Check every line below for the word "tools" and copy the ones that have it.

(Beginning of DATA FOR THIS EXERCISE)

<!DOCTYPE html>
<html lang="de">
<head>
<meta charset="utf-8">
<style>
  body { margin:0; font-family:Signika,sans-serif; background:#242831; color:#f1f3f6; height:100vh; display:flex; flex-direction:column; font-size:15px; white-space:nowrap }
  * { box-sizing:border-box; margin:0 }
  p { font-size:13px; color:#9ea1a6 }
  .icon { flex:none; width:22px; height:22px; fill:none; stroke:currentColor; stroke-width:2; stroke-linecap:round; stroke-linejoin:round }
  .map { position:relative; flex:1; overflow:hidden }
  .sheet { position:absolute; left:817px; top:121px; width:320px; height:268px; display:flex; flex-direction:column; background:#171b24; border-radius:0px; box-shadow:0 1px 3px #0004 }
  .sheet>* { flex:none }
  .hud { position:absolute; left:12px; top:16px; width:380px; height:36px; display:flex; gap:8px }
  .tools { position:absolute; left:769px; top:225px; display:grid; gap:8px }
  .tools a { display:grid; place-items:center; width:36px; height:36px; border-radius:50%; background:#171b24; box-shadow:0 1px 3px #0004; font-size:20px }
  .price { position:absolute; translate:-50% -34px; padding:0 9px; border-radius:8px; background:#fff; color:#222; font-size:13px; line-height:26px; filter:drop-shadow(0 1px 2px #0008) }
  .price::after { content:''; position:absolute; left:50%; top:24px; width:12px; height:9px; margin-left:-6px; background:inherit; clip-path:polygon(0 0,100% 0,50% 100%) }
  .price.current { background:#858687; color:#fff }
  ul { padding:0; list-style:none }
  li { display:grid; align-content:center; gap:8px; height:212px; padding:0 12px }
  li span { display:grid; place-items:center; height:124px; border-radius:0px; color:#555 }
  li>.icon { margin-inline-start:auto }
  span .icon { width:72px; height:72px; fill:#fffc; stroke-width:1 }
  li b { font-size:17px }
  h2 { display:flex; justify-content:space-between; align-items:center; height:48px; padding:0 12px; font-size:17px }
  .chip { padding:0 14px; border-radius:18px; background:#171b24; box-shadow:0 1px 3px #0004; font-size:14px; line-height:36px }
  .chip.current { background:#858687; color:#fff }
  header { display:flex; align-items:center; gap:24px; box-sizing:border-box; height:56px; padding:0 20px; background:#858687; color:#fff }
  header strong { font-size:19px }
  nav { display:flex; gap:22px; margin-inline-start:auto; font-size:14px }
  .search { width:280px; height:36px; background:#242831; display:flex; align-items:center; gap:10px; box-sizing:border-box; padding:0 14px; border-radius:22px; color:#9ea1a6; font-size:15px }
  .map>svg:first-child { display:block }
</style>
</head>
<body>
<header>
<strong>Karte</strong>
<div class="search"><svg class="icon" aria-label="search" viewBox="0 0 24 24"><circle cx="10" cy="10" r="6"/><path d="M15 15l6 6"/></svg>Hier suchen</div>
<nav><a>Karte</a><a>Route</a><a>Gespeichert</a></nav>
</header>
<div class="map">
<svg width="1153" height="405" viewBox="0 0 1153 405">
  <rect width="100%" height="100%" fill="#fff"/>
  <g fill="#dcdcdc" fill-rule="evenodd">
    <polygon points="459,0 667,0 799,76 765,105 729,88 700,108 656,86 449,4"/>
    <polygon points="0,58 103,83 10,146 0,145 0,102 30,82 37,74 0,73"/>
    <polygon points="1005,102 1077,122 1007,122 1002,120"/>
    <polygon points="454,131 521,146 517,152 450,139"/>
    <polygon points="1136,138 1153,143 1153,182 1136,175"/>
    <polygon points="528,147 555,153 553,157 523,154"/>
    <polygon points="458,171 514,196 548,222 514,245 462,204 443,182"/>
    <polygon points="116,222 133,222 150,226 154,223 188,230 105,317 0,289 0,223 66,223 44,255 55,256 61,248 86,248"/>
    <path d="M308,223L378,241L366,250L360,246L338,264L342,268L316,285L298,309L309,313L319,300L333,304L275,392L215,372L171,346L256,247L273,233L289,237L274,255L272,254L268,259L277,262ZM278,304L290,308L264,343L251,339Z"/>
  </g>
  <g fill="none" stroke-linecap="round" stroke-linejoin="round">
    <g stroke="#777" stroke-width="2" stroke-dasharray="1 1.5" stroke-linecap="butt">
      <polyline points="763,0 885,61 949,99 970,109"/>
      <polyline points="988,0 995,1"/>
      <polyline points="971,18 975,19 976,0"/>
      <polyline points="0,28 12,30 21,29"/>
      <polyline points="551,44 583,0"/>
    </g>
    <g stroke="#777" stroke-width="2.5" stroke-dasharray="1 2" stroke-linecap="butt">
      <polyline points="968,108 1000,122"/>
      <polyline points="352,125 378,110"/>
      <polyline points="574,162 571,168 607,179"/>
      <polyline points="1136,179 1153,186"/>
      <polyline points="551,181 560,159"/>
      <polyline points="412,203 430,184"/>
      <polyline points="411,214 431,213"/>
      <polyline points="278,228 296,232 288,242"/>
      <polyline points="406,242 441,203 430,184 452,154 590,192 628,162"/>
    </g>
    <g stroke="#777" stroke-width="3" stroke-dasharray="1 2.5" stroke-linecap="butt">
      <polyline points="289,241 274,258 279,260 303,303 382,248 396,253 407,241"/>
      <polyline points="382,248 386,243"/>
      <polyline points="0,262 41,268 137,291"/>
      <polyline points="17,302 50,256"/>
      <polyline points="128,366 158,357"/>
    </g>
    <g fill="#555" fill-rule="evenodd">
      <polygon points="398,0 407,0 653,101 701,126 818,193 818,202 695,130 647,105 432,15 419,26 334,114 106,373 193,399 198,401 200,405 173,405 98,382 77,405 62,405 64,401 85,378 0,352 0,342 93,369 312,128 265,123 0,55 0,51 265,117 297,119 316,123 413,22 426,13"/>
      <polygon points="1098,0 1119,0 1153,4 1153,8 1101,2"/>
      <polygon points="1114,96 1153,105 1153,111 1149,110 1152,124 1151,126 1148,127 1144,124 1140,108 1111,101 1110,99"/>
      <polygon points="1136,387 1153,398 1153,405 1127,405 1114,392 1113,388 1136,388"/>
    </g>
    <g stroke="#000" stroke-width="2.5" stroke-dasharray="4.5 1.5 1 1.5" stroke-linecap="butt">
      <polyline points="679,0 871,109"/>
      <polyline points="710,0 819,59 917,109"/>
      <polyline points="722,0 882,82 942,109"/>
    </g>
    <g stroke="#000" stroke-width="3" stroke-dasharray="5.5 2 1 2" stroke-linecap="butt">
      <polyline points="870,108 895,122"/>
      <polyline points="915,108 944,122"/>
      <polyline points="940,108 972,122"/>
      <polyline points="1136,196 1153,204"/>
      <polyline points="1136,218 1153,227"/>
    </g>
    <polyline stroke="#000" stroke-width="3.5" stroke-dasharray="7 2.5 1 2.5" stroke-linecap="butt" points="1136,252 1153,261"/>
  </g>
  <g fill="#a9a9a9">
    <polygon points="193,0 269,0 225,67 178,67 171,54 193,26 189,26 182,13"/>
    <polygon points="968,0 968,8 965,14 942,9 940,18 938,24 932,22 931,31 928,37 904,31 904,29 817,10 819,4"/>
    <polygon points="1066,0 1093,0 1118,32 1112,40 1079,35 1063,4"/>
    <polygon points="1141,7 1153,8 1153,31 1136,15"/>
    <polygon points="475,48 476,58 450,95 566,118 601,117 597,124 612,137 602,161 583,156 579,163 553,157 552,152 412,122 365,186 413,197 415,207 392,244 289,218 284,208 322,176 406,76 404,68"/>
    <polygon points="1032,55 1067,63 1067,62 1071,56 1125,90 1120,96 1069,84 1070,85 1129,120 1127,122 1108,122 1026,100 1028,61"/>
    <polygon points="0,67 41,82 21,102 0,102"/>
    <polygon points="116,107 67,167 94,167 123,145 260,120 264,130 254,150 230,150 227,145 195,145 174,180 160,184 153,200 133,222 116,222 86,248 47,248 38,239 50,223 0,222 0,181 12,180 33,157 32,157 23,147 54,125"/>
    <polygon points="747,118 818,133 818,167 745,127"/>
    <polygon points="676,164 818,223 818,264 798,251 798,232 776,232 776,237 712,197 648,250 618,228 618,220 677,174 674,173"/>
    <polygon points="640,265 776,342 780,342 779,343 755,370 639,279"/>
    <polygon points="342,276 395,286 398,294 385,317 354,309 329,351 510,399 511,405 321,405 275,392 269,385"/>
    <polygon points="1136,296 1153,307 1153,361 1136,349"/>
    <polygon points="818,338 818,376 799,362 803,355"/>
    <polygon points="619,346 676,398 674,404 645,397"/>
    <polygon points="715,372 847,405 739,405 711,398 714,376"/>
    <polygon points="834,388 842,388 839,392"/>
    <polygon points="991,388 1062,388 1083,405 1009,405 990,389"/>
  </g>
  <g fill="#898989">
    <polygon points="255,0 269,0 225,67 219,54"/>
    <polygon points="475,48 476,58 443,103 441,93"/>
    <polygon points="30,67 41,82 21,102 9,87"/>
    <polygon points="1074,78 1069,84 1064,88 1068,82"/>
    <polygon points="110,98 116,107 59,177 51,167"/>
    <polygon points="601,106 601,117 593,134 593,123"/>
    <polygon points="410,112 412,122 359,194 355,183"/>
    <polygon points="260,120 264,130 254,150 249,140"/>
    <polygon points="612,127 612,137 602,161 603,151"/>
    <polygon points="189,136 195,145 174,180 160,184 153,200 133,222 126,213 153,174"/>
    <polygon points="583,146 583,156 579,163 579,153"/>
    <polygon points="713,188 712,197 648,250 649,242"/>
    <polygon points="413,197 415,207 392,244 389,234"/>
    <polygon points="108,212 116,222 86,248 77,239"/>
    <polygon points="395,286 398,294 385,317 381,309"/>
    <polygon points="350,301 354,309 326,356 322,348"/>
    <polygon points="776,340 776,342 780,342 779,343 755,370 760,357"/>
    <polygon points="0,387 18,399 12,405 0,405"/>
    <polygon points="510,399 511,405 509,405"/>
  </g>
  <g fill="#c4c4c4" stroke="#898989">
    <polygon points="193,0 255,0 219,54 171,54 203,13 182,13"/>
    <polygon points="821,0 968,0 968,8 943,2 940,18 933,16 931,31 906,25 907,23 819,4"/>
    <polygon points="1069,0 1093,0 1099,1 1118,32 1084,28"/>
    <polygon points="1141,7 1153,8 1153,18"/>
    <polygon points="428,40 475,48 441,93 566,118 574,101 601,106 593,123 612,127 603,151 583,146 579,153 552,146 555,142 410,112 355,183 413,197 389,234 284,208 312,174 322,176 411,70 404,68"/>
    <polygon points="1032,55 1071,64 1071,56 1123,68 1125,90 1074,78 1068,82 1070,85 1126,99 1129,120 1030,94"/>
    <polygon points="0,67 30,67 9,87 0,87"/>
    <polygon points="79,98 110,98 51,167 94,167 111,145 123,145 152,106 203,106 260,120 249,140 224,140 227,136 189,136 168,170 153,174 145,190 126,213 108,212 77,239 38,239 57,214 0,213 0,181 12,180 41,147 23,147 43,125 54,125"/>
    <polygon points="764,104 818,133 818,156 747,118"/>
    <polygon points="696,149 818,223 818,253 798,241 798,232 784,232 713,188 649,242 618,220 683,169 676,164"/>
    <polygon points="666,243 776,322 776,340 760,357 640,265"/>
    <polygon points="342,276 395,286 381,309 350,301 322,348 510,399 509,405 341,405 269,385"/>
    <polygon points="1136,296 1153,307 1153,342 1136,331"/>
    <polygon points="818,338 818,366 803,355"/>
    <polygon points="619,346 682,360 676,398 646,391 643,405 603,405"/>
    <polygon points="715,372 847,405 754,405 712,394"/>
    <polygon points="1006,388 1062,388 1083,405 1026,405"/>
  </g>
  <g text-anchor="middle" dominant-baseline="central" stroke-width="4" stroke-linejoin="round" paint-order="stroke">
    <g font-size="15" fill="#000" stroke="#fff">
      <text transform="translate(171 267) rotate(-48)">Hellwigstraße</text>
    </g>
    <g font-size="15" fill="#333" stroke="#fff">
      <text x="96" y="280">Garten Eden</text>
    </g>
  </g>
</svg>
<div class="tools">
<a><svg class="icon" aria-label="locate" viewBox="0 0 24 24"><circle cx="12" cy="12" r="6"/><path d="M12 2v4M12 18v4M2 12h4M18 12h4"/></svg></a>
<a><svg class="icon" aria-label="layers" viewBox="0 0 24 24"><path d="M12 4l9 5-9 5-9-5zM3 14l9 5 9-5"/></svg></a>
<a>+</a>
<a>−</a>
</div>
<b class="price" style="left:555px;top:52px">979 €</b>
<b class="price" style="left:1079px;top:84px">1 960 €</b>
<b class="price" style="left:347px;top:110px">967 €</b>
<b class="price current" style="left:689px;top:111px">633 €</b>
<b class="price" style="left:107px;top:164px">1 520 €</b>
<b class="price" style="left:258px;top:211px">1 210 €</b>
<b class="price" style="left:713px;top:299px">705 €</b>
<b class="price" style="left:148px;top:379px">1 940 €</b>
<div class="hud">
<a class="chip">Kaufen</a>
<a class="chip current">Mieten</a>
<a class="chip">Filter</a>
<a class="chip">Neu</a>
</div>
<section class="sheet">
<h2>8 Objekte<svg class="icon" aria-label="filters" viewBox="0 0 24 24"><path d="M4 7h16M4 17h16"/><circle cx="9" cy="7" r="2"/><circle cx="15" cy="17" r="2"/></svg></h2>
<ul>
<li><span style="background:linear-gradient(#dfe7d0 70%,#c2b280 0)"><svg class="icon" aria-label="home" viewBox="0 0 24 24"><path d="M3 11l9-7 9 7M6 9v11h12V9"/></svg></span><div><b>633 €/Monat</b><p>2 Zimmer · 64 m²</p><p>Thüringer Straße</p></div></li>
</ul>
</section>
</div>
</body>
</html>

(End of DATA FOR THIS EXERCISE)

SOLVED PROBLEM ::
  .tools { position:absolute; left:769px; top:225px; display:grid; gap:8px }
  .tools a { display:grid; place-items:center; width:36px; height:36px; border-radius:50%; background:#171b24; box-shadow:0 1px 3px #0004; font-size:20px }
<div class="tools">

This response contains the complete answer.